Occidente, la sindrome della linea Maginot


Pubblicato il 20/10/2017

La sindrome della linea Maginot. Per anni, l’Occidente, in nome della propria sicurezza, ha continuato a edificare la sua grande muraglia ai confini orientali dell’Europa, temendo un attacco in armi dalla Russia. Nella facile ottica del dopo, abbiamo forse perso tempo. Come nel 1940, anche ai nostri giorni ha prevalso l’effetto sorpresa. La nostra blitzkrieg però è venuta da Sud, con la sfida asimmetrica del terrorismo jihadista e con i flussi di foreign fighters nati e cresciuti nei Paesi europei. E la minaccia russa, a complicare ulteriormente le cose, si è tradotta in forme più subdole e sottili di guerra ibrida, che non conoscono confini e aggirano i muri: con strumenti cibernetici e attività d’influenza online, tesi a condizionare i nostri processi democratici e a tenere sotto tiro i sistemi tecnologici occidentali. 

 

Con altrettanta rapidità e apparente efficacia, Putin continua a muoversi sugli scenari geopolitici, ingaggiando una partita a scacchi con l’Occidente, che sconta la relativa inefficacia delle nostre reazioni all’annessione della Crimea, tiene aperto in Ucraina orientale un conflitto a bassa intensità nel cuore dell’Europa, consolida silenziosamente il proprio ruolo nei Balcani a partire dalla Serbia, coglie con prontezza le esitazioni americane in Siria per diventare determinante per le sorti di quella crisi, tenta di fare altrettanto in Libia nei tempi troppo lunghi dell’Onu in quello scenario.
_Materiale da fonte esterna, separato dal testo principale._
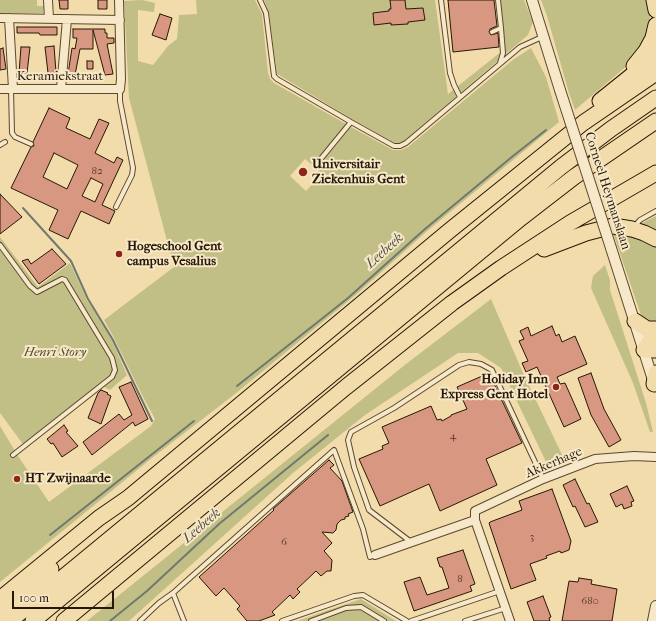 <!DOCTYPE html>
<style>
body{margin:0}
#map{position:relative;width:656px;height:621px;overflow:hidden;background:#f3dcac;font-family:"IM FELL French Canon",serif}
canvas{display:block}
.scale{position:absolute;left:12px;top:591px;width:102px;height:18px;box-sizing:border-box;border:2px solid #261805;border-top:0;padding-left:5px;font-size:12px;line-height:14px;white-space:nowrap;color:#261805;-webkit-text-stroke:3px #f7e8c9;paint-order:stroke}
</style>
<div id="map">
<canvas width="656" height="621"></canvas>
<div class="scale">100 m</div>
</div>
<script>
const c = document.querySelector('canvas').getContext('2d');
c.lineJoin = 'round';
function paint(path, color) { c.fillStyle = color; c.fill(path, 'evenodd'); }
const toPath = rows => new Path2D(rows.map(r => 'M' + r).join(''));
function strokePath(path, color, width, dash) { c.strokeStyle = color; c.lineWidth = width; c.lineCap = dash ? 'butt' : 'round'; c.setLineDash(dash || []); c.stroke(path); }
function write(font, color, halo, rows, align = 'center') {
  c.font = font + ' "IM FELL French Canon",serif'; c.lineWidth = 4; c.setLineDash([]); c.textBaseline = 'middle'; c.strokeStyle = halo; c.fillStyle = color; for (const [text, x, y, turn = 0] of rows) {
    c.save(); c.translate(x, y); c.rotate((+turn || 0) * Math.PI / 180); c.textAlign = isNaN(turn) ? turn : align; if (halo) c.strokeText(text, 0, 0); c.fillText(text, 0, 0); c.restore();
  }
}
paint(toPath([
 [0,0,37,0,37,6,44,6,43,13,0,13],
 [142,0,155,3,154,12,138,10,138,61,153,65,168,46,177,39,179,15,197,14,196,0,255,0,262,14,268,73,270,79,274,83,346,124,312,165,305,159,290,176,306,191,322,174,317,169,351,127,393,150,401,150,408,147,514,59,531,48,546,77,559,122,426,232,358,293,235,394,152,458,0,582,0,426,18,456,49,502,151,426,155,419,142,395,113,336,104,320,174,267,129,98,124,1],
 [264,0,390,0,391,9,389,9,389,11,373,13,374,25,391,23,392,25,407,24,408,22,425,20,423,8,406,9,405,0,435,0,448,94,502,51,505,44,500,0,524,0,533,22,528,35,404,141,399,143,395,143,352,119,277,74,269,13],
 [541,0,648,0,650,16,649,33,635,59,575,110,569,93,547,16],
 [656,216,656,233,640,224],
 [612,230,656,245,656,324,651,324,642,318],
 [0,237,38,287,70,263,87,300,112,340,127,375,110,390,102,386,25,447,0,413],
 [605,265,610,280,610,290,646,403,653,432,650,432,633,383,591,288,593,276],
 [491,299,523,373,565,461,549,468,501,368,478,353,458,353,365,415,293,473,129,621,87,621,406,364],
 [361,599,396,621,297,621]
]), '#c1bf86');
strokePath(toPath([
 [23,208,71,261,88,299,113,340,152,421],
 [237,386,348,298,425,229,513,156,546,130],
 [50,535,194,421],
 [110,621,147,591,219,524,328,435]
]), '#6f796f', 2);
const building = toPath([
 [59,0,68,0,68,9,60,9,59,0],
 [98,0,107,0,107,9,98,9,98,0],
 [390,0,405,0,406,9,423,8,425,20,408,22,408,24,391,25,391,23,374,25,373,13,389,11,389,9,391,9,390,0],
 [448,0,494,0,497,26,490,29,489,32,491,35,498,33,499,47,453,52,448,0],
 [160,14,172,18,166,40,152,35,160,14],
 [17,27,57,27,57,35,40,35,39,33,17,33,17,27],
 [73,29,105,29,105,33,107,33,107,38,114,38,114,43,107,44,113,74,105,75,93,30,93,49,80,49,75,75,68,74,72,48,75,49,77,38,73,38,73,29],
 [54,46,56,72,48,73,45,47,54,46],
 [21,47,30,47,27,73,19,73,21,47],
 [3,48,6,69,0,70,0,49,3,48],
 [87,61,93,61,93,69,87,69,87,61],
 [49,108,70,118,66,128,90,139,99,119,109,123,95,153,114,163,117,157,123,160,102,205,115,211,109,224,81,211,68,239,49,230,58,210,11,188,31,147,34,146,33,142,49,108],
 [54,153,78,165,67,189,43,177,54,153],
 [91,178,103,184,95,202,82,196,91,178],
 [0,194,22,217,0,234,0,194],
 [52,249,66,264,39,284,22,261,28,259,31,264,52,249],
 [552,326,556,336,559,334,562,342,575,336,587,364,557,377,560,384,565,383,581,419,564,427,537,367,526,372,522,363,528,361,519,341,524,339,520,331,528,327,531,336,552,326],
 [489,373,522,443,486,459,497,485,440,511,429,484,380,506,359,459,383,449,382,446,389,443,382,427,431,406,437,420,441,419,442,421,451,416,451,415,467,409,457,387,489,373],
 [591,373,604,409,621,440,609,447,591,415,578,378,591,373],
 [131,382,148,419,135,426,133,422,92,455,83,442,119,414,124,420,132,415,119,387,131,382],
 [101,390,108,393,107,394,111,396,101,424,88,418,98,393,101,390],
 [64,425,68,431,66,432,78,446,62,457,53,443,51,444,47,439,64,425],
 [329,460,334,465,330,468,342,481,353,512,348,514,349,516,345,517,345,519,341,520,337,524,336,530,333,533,322,532,332,543,324,551,332,560,331,571,327,571,321,576,316,571,297,589,300,592,293,599,290,595,272,612,275,615,259,621,247,621,237,609,240,606,224,588,216,596,199,577,274,510,273,509,329,460],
 [575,479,587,504,589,503,598,522,585,527,575,506,573,507,563,485,575,479],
 [627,486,634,501,631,502,632,506,624,509,622,504,616,507,610,494,627,486],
 [552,489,571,541,569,550,561,553,560,551,546,556,547,558,530,564,536,580,511,589,489,523,490,522,522,510,519,501,552,489],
 [463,550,475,584,470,586,472,591,414,611,404,582,420,577,427,595,449,588,442,567,440,567,437,558,463,550],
 [579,578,592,580,591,584,617,589,612,621,562,621,569,581,578,582,579,578],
 [543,596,551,617,549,618,550,621,534,621,527,602,543,596]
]);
paint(building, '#d79781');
strokePath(building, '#261805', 1);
const service = toPath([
 [260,0,266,13,274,76,277,79,351,122,315,166],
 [441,0,450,73,454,85,460,97],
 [492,32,501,28,498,0],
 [500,63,503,53,501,28],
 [11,89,12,133,15,137,31,144],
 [351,122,394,146,400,146,406,143,520,47,542,37],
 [0,145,5,142],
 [116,207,132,175,133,168,120,101,120,89],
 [634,227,640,220,656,211],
 [0,245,30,286,37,292,62,279,65,280,112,358,115,370,112,377,13,455],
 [411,542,369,510,354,467,348,440,351,432,394,408,459,365,469,362,481,364,492,370,543,479],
 [140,621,159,603,173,593],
 [184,621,173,593,334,450,363,529,370,557,375,555],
 [282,621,354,596,363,595,407,621],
 [311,621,346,608,361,607,384,621],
 [411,621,500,591],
 [465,621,506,608]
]);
const minor = toPath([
 [48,0,49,19],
 [0,18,120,20],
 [9,18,13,89],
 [0,89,120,89,121,79,119,0],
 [61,89,67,19],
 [375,555,475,520],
 [510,621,475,520,475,511,543,479,595,459,634,456,656,457]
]);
const tertiary = toPath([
 [532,0,560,90],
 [611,248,654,383],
 [653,621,656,606]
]);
const motorway = toPath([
 [654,0,656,10],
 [634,66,646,51,653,38,656,25],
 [600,101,656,56],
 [544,249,586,233,613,226,632,229,644,233,656,239],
 [635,321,647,329,656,329],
 [656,335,651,339,644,350,656,350],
 [654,384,656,373],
 [0,599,99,518,128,498,449,231,583,123,656,73],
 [0,614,51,569],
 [10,621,561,167,611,129,656,98],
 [33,621,521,218,574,177,656,121],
 [64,621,346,387,452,303,501,268,570,223,656,173]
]);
strokePath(service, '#59492f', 6);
strokePath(minor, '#59492f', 10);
strokePath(tertiary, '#59492f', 12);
strokePath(motorway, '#261805', 17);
strokePath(service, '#f7e8c9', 4);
strokePath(minor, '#f7e8c9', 8);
strokePath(tertiary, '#f7e8c9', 10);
strokePath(motorway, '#f3dcac', 15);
const tertiaryBridge = toPath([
 [560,90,611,248]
]);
strokePath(tertiaryBridge, '#59492f', 12, []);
strokePath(tertiaryBridge, '#f7e8c9', 10);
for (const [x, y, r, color] of [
 [303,172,5,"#8f2418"],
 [119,254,4,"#8f2418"],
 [556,387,4,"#8f2418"],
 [17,479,4,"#8f2418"]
]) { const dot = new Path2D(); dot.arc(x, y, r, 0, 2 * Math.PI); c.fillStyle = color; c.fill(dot); strokePath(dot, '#f7e8c9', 1.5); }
write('11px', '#523824', null, [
 ["82",97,171],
 ["4",453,436],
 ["3",532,537],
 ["6",284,542],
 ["8",460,579],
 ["680",590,601]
]);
write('13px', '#261805', '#f7e8c9', [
 ["Keramiekstraat",60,77],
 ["Corneel Heymanslaan",607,191,72],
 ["Akkerhage",554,463,-23]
]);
write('bold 13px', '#261805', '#f7e8c9', [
 ["Universitair",312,165],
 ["Ziekenhuis Gent",312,180],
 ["Hogeschool Gent",127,247],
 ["campus Vesalius",127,262],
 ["Holiday Inn",548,380,"right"],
 ["Express Gent Hotel",548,395,"right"],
 ["HT Zwijnaarde",25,479]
], 'left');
write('italic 13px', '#544a2c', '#f7e8c9', [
 ["Henri Story",55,353]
]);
write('italic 14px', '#515043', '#f7e8c9', [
 ["Leebeek",385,251,-42],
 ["Leebeek",202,526,-41]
]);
</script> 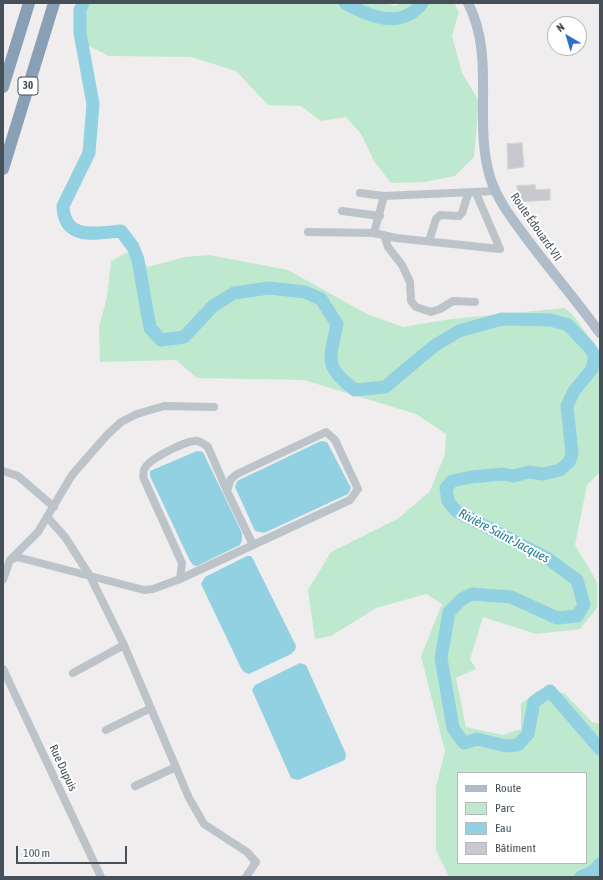 <!DOCTYPE html>
<html>
<head>
<meta charset="utf-8">
<style>
	body { margin:0 }
	#map { position:relative; width:603px; height:880px; overflow:hidden; background:#efeded; font-family:"Asap Condensed",sans-serif }
	canvas { display:block }
	.frame { position:absolute; inset:0; border:4px solid #475058; pointer-events:none }
	.legend { position:absolute; left:457px; top:772px; width:130px; height:92px; box-sizing:border-box; background:#fff; border:1px solid #b5b9bc; margin:0; padding:5px 7px; list-style:none; font-size:12px; color:#475058 }
	.legend li { display:flex; align-items:center; gap:8px; height:20px }
	.legend b { width:20px; border:1px solid #b5b9bc }
	.north { position:absolute; left:547px; top:16px; width:40px; height:40px; box-sizing:border-box; background:#fff; border:1px solid #b5b9bc; border-radius:50%; rotate:322deg; font-size:11px; font-weight:700; line-height:16px; text-align:center; color:#475058 }
	.north::after { content:''; display:block; margin:auto; width:14px; height:18px; background:#2d72c9; clip-path:polygon(50% 0,100% 100%,50% 72%,0 100%) }
	.scale { position:absolute; left:16px; top:846px; width:111px; height:18px; box-sizing:border-box; border:2px solid #475058; border-top:0; padding-left:5px; font-size:12px; line-height:14px; white-space:nowrap; color:#475058; -webkit-text-stroke:3px #fff; paint-order:stroke }
</style>
</head>
<body>
<div id="map">
<canvas width="603" height="880"></canvas>
<div class="frame"></div>
<ul class="legend">
<li><b style="height:5px;background:#afbcc9"></b>Route</li>
<li><b style="height:11px;background:#bfe9cf"></b>Parc</li>
<li><b style="height:11px;background:#91d1e1"></b>Eau</li>
<li><b style="height:11px;background:#c7c9cf"></b>Bâtiment</li>
</ul>
<div class="north">N</div>
<div class="scale">100 m</div>
</div>
<script>
const c = document.querySelector('canvas').getContext('2d');
c.lineJoin = 'round';
function paint(path, color) { c.fillStyle = color; c.fill(path, 'evenodd'); }
function stroke(path, color, width, dash) { c.strokeStyle = color; c.lineWidth = width; c.lineCap = dash ? 'butt' : 'round'; c.setLineDash(dash || []); c.stroke(path); }
function write(font, color, halo, rows, align = 'center') {
  c.font = font + ' "Asap Condensed",sans-serif'; c.lineWidth = 4; c.setLineDash([]); c.textBaseline = 'middle'; c.strokeStyle = halo; c.fillStyle = color; for (const [text, x, y, turn = 0] of rows) {
    c.save(); c.translate(x, y); c.rotate((+turn || 0) * Math.PI / 180); c.textAlign = isNaN(turn) ? turn : align; if (halo) c.strokeText(text, 0, 0); c.fillText(text, 0, 0); c.restore();
  }
}
paint(new Path2D(`
	M77 3H385L395 6 400 3H454L459 12 452 36 462 73 479 101 474 157 455 176 425 182 391 183 374 161 361 134 346 117 321 121 301 106 268 105 236 71 191 57 109 56 87 45Z
	M126 253 136 256 148 267 185 257 209 255 288 270 367 314 403 327 451 319 565 308 573 315 600 352V472L587 485 575 545 597 582V608L580 629 536 634 483 617 470 659 476 669 456 678 466 727 503 735 521 729V704L537 691 564 693 592 722 600 724V868L592 877H449L436 850V787L445 751 421 656 442 604 426 594 376 608 331 636 315 639 308 590 331 552 399 518 430 491 445 454 446 434 416 414 304 380 197 378 176 360 100 362 99 327 107 297 111 261ZM458 773H586V863H458Z`), '#bfe9cf');
paint(new Path2D(`
	M321 441 327 442 351 488 348 494 264 533 255 531 235 487 237 481Z
	M197 451 203 452 242 533V540L240 545 197 566 193 565 190 561 150 476V471Z
	M247 556H251L253 559 296 646 295 650 291 654 249 674 244 672 241 668 201 584 205 577Z
	M300 663 306 665 346 754 345 760 298 780 291 778 252 690 255 685Z`), '#91d1e1');
stroke(new Path2D(`
	M83 3 80 10V33L93 104 89 153 63 206C64 241 96 233 121 231L133 247 138 260 150 328 161 340 184 337 213 306 234 293 269 288 305 292 321 299 337 324C330 360 323 366 355 390L385 387 434 346 459 331 502 319 551 320 568 325 589 347 595 356 592 369 574 391 567 406 572 454 569 462 560 470 543 474 529 472 513 476 503 474 471 477 452 481 446 488 448 501 456 511 547 558 577 580 584 605 577 616 557 618 511 597 472 594 462 599 449 612 441 658 453 728 464 743 477 739 506 746 518 745 528 734 534 702 550 691 600 749
	M345 3C365 14 392 27 413 12 416 9 420 7 422 3
	M581 877 594 871 600 864`), '#91d1e1', 13);
const building = new Path2D(`
	M522 143 524 167 508 169 507 144Z
	M535 185 536 190 550 189V200L518 202 517 186Z`);
paint(building, '#c7c9cf');
stroke(building, '#d1d3d8', 1);
stroke(new Path2D(`
	M360 193 384 196
	M476 193 500 249 396 238 374 233 384 196 496 191
	M342 211 380 216
	M308 232 374 233
	M384 235 388 247 402 265 410 282 411 301 416 307 431 312 440 309 453 301 475 302
	M429 241 436 219 440 215 459 216 462 213 468 194
	M3 471 18 476 54 507
	M48 518 65 537 90 576 124 645 189 798 204 824 247 852 256 862 246 877
	M10 560 17 557 144 590 153 589 180 579 182 563 143 477C144 475 143 470 145 468 149 459 184 442 194 441 200 440 204 444 208 447L227 491
	M180 579 350 500 358 489 335 440 326 432 237 474 231 479 227 491 253 545
	M3 580 10 560 38 532 72 475 107 435 121 422 137 414 164 406 214 407
	M3 669 101 877
	M73 673 124 645
	M106 730 151 708
	M135 786 176 767`), '#bcc4ca', 8);
stroke(new Path2D(`
	M468 3C496 57 473 120 490 177 497 200 513 220 527 239 551 271 577 301 600 333`), '#afbcc9', 10);
stroke(new Path2D(`
	M3 87 29 3
	M3 169 54 3`), '#899fb6', 12);
for (const [x, y, w] of [
	[28,86,20]
]) { const box = new Path2D(); box.roundRect(x - w / 2, y - 9, w, 18, 3); c.fillStyle = '#fff'; c.fill(box); stroke(box, '#475058', 1); }
write('bold 11px', '#475058', null, [
	["30",28,86]
]);
write('12px', '#475058', '#fff', [
	["Route Édouard-VII",536,227,55],
	["Rue Dupuis",63,768,65]
]);
write('italic 13px', '#1c7d96', '#fff', [
	["Rivière Saint-Jacques",504,536,28]
]);
</script>
</body>
</html>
È una tattica brillante e finisce per guadagnare posizioni e influenza, nei confronti di un’Europa in crisi di identità e di un’America confusa. La Russia, insomma, prova a prendersi con i fatti compiuti quello status di grande potenza che Trump, fiaccato proprio dalle accuse di collusione con Mosca, non può più concederle, contrariamente alle speranze russe iniziali. Vuole contare. E ben al di là del suo peso effettivo, economico e anche militare: è un fatto di consenso interno, di ambizione individuale, di retaggio storico. 

 

Chiaro che non è nell’interesse occidentale consentirlo. Non alle condizioni di Putin. È una tattica che rende meno coerente l’azione internazionale contro il terrorismo jihadista, divide le due sponde dell’Atlantico, esaspera la dialettica tra Paesi europei e all’interno di essi, complica lo sforzo di definire un’identità europea più autonoma di difesa. In una parola, rende l’Occidente meno coeso e sicuro. In fondo, l’obiettivo russo di sempre. La nostra contromossa, nella partita di scacchi, è stata finora - e non senza qualche crepa tra di noi - quella di rimanere fermi sui principi, tentando di non interrompere il dialogo dove si può, segnatamente sull’antiterrorismo e selettivamente sui principali scenari di crisi. Di fatto, senza particolare successo: arenati come siamo sulla definizione stessa di terrorismo, di chi è amico e chi nemico; spiazzati nei teatri più critici da una libertà di movimento spregiudicata, sconosciuta alle democrazie occidentali. 

 

E allora? Consolidare l’identità e la compattezza occidentale è indispensabile. In attesa che gli Stati Uniti ritrovino coerenza e efficacia, spetta ai principali Paesi europei fare da collante, impedire che l’Occidente si sgretoli nella contraddizione dei diversi interessi nazionali e di inopportune fughe in avanti. Potrebbe, tuttavia, non bastare. Davanti a un competitor così abile e pronto, è infatti sempre più necessario per noi occidentali - ciascuno per la propria parte, pur con l’obiettivo comune di rendere più forti le nostre istituzioni atlantiche e europee - sapersi assumere responsabilità in proprio, non lasciare spazi vuoti, riappropriarsi della nostra iniziativa in politica estera, superare per necessità la delega permanente agli organismi multilaterali nella quale per tanto tempo abbiamo trovato facile conforto. È un’impostazione che passa sicuramente da un’urgente cambio di mentalità e di prospettiva culturale, ma anche da un lavoro parallelo teso a rafforzare in concreto le capacità strutturali e gli strumenti di difesa dei nostri Paesi. 

 

Incalzati come siamo da Sud e con una messe di problemi irrisolti a Est, mentre la Russia non esita a cavalcare entrambi gli scenari, non possiamo restare inerti. Non si tratta certo di prepararci alla guerra, ma di far poggiare sempre più su capacità accresciute e atteggiamenti più responsabili il nostro dialogo con Mosca. La dialettica tra interlocutori di pari autorevolezza è un linguaggio che i russi tradizionalmente capiscono bene.